Miami, Florida/Miami East-West Corridor
Miami East-West Corridor
The Miami-Dade Transit Agency is proposing a locally preferred alternative (LPA) including a set of multimodal improvements in the Route (SR 836) East-West corridor that will link the suburban area west of the Palmetto Expressway (SR 836) with the Miami International Airport (MIA), downtown Miami, and the Port of Miami seaport. The LPA includes an 11.2-mile minimum-operable-segment (MOS) of a heavy rail transit alignment that runs from just east of the Palmetto Expressway (SR 836) to the Port of Miami. There is an additional (0.7-mile) branch from MIA to the Miami Intermodal Center (MIC).
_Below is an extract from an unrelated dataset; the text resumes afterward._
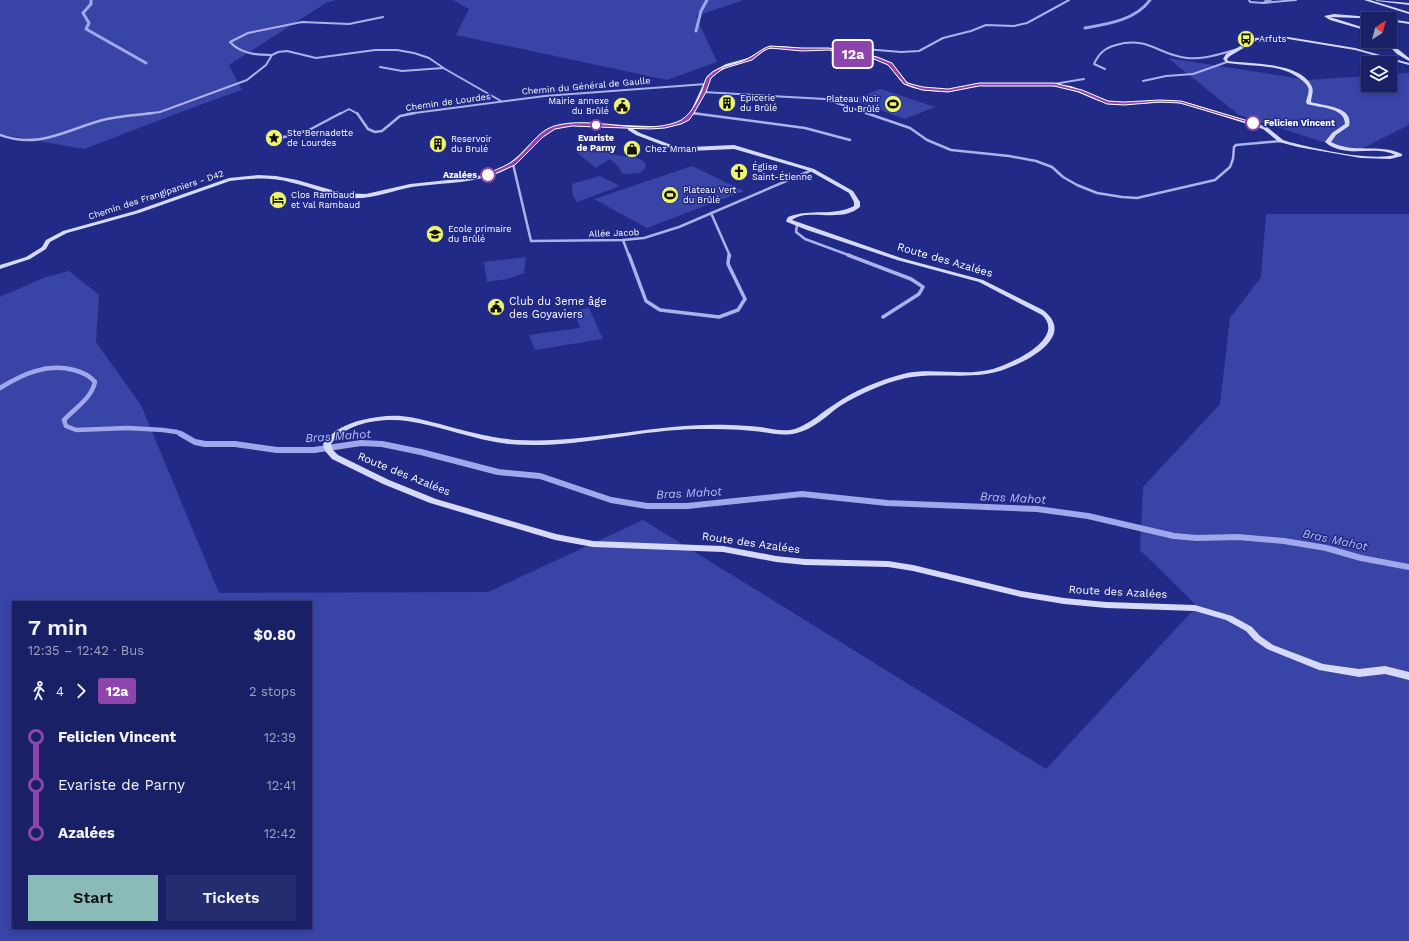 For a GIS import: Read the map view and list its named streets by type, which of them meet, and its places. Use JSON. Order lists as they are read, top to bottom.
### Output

The heavy rail line includes 8.2 miles of aerial guideway and 3.6 miles of bored tunnel with ten stations (six aerial and four underground). The LPA includes two buffer-separated HOV lanes, one in each direction, in the median of SR 836 from NW 107th Avenue to the SR 836/SR 112 Interconnector/(MIC).
Capital costs estimates for the LPA (transit and roadway improvements) total $1.58 billion (1995 dollars). The rail portion of the project is estimated to cost $1.48 billion (1995 dollars) and $2.15 billion in escalated dollars. The new rail line is expected to carry 27,300 average weekday boardings on opening day and 31,400 average weekday boardings by the year 2020.
Miami East-West Corridor Summary Description
|Proposed Project||Heavy-rail line
11.9 miles, 10 stations
|Total Capital Cost ($YOE)||$2,152.00 million|
|Section 5309 Share ($YOE)||$808.00 million|
|Annual Operating Cost ($1995)||$25.80 million|
|Ridership Forecast (2020)||31,400 average weekday boardings
13,300 daily new riders
|FY 2000 Financial Rating:||Low-Medium|
|FY 2000 Project Justification Rating:||Medium|
|FY 2000 Overall Project Rating:||Not Recommended|
The overall project rating applies to this Annual New Starts Report and reflects conditions as of November 1998. Project evaluation is an ongoing process. As new starts projects proceed through development, the estimates of costs, benefits and impacts are refined. The FTA ratings and recommendations will be updated annually reflect new information, changing conditions, and refined financing plans.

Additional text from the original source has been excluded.